„Destiny Titles“ oder Was tun gegen die neue Seuche?
– Ein neues Buch von Claus Cornelius Fischer und ein paar sehr grundsätzliche Gedanken über Titelgebung und andere Malaisen. Von Klaus Kamberger.
Das musste ja mal so kommen. Wir müssen es uns nur etwa so vorstellen: Da hockt in einem unserer richtungsweisenden Buchverlage eine hochmotivierte Truppe von superkreativen Marketing-Fuzzis auf ihren Designer-Stühlen und verbrainstormt die ultimative und noch nie da gewesene Idee, wie man den Hauptverkaufstitel im neuen Programm so in die Hirne aller Bücherfreaks gebrannt kriegt, dass sie gar nicht mehr anders können als – ja, was schon? – zugreifen, kaufen, Umsatz machen.
Bei Heyne haben sie das ja kürzlich erst so exemplarisch wie beinhart vorgemacht: alliterierend, ohne Punkt und Komma, dafür mit virtuellem Ausrufezeichen. War das ein Auftritt! „Verblendung“(!) – „Verdammnis“(!!) – „Vergebung“(!!!). Na ja, gar so neu war es nun auch wieder nicht gewesen, aber in dieser trilogierenden Ballung schon ein Knaller, oder?

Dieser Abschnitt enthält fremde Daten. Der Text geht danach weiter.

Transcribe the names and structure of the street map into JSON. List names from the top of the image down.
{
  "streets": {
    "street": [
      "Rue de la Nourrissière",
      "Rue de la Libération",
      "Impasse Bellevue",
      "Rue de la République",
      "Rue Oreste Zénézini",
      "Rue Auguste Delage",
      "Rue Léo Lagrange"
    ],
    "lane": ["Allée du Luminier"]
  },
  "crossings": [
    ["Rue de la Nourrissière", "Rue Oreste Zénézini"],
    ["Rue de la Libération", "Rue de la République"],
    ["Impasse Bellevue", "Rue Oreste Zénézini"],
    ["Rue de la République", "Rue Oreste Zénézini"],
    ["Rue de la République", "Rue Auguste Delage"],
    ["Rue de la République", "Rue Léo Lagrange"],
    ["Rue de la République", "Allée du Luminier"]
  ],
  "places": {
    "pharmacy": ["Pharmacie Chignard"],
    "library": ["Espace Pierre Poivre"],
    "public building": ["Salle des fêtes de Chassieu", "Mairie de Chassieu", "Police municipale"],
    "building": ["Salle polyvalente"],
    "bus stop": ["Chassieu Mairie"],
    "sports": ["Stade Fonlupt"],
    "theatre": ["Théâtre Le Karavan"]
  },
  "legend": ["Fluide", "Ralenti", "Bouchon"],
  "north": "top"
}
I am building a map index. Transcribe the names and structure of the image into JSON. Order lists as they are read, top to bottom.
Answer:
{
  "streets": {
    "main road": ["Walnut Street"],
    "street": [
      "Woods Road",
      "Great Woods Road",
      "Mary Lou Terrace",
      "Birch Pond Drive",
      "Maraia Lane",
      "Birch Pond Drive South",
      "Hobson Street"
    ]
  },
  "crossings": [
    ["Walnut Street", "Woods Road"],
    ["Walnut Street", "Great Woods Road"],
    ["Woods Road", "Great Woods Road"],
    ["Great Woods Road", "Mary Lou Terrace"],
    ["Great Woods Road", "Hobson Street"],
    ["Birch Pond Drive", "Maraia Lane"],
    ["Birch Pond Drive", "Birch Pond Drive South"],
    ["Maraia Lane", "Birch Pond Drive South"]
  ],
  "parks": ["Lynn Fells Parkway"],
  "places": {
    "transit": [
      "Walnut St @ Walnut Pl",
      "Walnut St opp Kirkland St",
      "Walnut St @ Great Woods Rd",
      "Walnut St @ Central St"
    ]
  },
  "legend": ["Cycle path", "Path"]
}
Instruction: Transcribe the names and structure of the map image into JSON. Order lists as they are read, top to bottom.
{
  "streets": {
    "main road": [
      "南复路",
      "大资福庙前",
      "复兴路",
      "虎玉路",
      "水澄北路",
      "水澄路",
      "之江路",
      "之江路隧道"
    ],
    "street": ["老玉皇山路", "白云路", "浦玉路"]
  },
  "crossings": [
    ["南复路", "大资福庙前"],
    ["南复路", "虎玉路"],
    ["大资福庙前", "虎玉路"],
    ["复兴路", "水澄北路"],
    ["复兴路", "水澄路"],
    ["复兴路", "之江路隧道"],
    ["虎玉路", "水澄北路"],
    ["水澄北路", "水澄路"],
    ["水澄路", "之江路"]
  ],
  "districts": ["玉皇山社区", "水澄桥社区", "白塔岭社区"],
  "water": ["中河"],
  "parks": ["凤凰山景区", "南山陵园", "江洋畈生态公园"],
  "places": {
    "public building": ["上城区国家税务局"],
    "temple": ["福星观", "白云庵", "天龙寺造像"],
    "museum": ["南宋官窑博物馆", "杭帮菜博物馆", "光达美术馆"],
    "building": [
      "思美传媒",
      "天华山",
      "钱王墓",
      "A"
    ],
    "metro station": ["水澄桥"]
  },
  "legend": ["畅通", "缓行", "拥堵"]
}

Das können wir auch, knurrten da die Kollegen bei Random/Blessing und dtv und holten, nein, nicht zum Gegenschlag aus, aber sie löffelten doch gierig einen passenden Nachschlag auf die hauseigenen Dessertteller. „Schändung“, grummelte man bei dtv, „Erbarmen“ war die mitmenschliche Folge. Schließlich verdienen Geschändete unser aller Mitgefühl. Und nicht zuletzt, weil wir uns alle einem geistig-moralischen Erbe verpflichtet wissen, steht am Ende eine Verheißung, und die lautet halt „Erlösung“. Na gut, nicht immer, aber immer öfter. Denn auch im Hause Random/Blessing besann man sich wohl seiner einstmals pietistischen Konglomeratswurzeln im fernen Gütersloh und blökte dito: „Erlösung“.
Erlöst uns …
Nun haben beide den Salat. Zu Beginn des Jahres preschte Blessing vor und verhieß seine Version der „Erlösung“ (gebunden, mehr als 500 Seiten dick, angerührt von C.C. Fischer). Im Juli zog der Deutsche Taschenbuch Verlag, weil auch er sich einen „Erlösung“-Erlös verspricht (diesmal geklebt und aus der Feder von Jussi Adler-Olsen).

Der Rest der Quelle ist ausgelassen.